# WHAT THE EXERCISE ASKS
Find the line containing "Map reading. Dump" in the data below and repeat it, along with all later lines, exactly through the last one.

DATA section start

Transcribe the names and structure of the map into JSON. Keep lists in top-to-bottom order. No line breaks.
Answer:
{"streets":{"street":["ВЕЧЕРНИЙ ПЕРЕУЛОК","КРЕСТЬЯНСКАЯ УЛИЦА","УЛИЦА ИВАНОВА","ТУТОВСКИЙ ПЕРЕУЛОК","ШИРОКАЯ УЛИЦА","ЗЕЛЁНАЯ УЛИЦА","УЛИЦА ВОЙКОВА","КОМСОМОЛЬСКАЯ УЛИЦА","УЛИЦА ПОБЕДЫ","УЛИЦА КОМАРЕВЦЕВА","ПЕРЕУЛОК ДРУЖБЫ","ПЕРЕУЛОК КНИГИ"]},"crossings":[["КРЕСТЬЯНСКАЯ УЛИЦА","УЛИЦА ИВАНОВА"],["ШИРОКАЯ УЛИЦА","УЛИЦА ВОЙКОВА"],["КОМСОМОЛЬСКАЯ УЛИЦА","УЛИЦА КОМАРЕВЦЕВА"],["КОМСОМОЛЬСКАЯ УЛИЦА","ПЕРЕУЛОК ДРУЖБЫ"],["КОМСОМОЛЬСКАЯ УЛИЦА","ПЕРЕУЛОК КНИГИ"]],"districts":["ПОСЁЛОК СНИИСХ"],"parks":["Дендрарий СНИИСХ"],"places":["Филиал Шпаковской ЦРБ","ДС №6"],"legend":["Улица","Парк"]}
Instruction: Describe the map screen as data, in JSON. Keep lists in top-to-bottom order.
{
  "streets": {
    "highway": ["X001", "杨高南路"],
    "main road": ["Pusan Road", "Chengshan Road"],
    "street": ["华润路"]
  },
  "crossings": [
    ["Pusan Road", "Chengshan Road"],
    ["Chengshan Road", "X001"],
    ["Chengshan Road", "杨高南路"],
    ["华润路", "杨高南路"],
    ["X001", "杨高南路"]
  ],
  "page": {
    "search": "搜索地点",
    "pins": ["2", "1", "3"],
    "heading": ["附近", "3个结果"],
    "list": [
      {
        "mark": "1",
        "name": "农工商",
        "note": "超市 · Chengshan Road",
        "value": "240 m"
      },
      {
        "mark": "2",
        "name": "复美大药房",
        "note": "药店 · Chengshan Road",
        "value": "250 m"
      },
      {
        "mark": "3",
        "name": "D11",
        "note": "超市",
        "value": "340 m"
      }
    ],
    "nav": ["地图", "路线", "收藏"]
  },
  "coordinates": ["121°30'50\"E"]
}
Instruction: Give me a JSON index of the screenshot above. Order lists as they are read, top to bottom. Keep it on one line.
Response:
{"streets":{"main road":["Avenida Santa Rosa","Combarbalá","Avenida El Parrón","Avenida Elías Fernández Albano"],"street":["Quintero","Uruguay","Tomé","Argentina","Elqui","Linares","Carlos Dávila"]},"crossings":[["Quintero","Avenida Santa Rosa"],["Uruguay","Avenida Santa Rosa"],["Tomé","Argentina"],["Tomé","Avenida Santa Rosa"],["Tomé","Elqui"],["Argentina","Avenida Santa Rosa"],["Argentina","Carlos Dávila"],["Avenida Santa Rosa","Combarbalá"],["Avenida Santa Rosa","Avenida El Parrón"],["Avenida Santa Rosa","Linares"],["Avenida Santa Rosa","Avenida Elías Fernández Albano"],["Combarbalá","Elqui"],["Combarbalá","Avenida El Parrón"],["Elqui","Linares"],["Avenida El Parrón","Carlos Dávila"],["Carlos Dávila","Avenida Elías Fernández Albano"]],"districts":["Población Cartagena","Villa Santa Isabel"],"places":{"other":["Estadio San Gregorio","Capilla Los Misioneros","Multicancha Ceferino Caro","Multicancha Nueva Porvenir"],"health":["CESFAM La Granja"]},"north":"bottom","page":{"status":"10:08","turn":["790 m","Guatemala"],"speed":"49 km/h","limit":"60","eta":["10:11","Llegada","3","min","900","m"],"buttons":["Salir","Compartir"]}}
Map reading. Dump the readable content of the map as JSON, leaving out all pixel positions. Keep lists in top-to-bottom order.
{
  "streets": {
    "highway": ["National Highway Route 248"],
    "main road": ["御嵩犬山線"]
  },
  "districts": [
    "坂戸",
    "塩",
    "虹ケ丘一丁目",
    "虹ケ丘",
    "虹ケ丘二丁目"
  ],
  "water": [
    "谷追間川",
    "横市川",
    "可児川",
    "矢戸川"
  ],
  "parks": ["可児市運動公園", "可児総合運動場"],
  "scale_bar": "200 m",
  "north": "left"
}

DATA section end

# TASK SOLUTION
Map reading. Dump the readable content of the map as JSON, leaving out all pixel positions. Keep lists in top-to-bottom order.
{
  "streets": {
    "highway": ["National Highway Route 248"],
    "main road": ["御嵩犬山線"]
  },
  "districts": [
    "坂戸",
    "塩",
    "虹ケ丘一丁目",
    "虹ケ丘",
    "虹ケ丘二丁目"
  ],
  "water": [
    "谷追間川",
    "横市川",
    "可児川",
    "矢戸川"
  ],
  "parks": ["可児市運動公園", "可児総合運動場"],
  "scale_bar": "200 m",
  "north": "left"
}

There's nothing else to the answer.